A pesar de que este esquema implica traslados en autobús de más de 20 minutos y obligará al plantel a realizar vuelos de una hora para disputar sus compromisos en Dallas, la justificación de la comitiva técnica radica en los beneficios infraestructurales. Las instalaciones elegidas cuentan con equipamiento médico y deportivo de última generación, ideales para mitigar el desgaste físico de los jugadores en la previa mundialista.
El color argentino revoluciona el centro norteamericano
Aunque los sectores periféricos de la ciudad respiran la tranquilidad habitual del medio oeste estadounidense, el centro metropolitano de Kansas City comenzó a transformarse en una sucursal celeste y blanca. La alcaldía local dispuso un operativo de ornamentación y puestos de asistencia para recibir a las oleadas de fanáticos que empiezan a reportarse en la región.
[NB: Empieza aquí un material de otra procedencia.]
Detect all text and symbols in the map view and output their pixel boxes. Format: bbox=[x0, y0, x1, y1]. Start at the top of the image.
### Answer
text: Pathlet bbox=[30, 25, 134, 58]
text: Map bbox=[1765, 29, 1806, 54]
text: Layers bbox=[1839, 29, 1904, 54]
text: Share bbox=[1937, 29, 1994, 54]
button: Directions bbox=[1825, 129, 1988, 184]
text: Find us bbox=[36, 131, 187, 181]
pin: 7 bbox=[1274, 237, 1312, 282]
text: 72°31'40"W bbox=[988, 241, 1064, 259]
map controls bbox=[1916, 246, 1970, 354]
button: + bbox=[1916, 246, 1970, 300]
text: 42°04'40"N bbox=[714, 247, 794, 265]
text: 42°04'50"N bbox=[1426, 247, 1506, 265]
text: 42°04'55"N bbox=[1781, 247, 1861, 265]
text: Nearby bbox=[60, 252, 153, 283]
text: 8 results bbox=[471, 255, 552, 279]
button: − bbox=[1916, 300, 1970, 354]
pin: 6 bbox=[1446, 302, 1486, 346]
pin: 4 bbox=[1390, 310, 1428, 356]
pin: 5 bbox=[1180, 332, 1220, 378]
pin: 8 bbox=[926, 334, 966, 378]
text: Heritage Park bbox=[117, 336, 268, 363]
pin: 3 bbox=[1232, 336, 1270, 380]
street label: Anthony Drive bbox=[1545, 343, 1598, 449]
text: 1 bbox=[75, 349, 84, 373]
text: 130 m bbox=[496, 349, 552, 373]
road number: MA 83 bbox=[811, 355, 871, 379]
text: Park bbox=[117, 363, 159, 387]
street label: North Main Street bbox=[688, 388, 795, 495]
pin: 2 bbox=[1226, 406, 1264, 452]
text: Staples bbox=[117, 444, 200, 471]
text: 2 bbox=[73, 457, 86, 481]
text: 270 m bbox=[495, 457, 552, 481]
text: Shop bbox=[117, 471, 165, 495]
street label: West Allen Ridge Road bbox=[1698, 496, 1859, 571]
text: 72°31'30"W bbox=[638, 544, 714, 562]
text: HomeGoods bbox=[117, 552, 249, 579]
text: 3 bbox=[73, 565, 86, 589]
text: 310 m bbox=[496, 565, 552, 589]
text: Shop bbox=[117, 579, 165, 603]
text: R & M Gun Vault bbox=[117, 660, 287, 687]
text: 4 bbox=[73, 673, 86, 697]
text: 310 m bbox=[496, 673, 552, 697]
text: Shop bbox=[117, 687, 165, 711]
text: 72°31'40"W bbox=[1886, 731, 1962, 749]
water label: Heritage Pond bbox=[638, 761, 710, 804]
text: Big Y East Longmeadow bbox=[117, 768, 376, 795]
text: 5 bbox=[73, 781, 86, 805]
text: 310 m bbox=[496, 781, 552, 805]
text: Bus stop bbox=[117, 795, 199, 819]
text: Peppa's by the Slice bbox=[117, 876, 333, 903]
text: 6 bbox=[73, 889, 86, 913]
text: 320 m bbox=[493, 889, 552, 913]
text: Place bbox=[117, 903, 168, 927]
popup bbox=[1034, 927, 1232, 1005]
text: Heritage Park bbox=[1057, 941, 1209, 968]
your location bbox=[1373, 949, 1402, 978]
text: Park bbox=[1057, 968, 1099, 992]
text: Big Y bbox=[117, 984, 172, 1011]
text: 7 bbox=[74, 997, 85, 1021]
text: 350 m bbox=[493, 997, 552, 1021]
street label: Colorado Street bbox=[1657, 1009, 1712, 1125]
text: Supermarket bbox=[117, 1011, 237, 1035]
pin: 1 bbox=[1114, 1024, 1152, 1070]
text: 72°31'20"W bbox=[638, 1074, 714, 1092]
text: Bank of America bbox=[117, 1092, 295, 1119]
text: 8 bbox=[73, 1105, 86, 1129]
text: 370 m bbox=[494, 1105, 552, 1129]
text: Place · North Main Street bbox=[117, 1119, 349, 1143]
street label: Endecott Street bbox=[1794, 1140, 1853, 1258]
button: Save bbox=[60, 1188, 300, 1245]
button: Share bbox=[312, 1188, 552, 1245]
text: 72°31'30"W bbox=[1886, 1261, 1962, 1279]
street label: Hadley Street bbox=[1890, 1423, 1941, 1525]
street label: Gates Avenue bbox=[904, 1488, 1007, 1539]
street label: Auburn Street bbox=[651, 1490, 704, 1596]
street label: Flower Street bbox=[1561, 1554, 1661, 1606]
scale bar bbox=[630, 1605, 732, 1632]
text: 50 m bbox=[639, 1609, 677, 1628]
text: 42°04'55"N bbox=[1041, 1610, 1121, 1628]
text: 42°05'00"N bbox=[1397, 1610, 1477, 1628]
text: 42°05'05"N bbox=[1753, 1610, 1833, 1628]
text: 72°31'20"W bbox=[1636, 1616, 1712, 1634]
El arribo de la Selección no solo moviliza pasiones, sino también la economía de la comunidad de inmigrantes. Uno de los epicentros de la previa futbolera es el emprendimiento gastronómico En los Hornos, un local de empanadas y minutas comandado por una familia de tucumanos que, tras meses complejos al borde de la quiebra, experimenta un renacer comercial absoluto motorizado por el público argentino que acompaña al equipo. Historias mínimas de un Mundial que, entre la rigurosidad de la alta competencia y el calor de los hinchas en el extranjero, ya empezó a jugarse.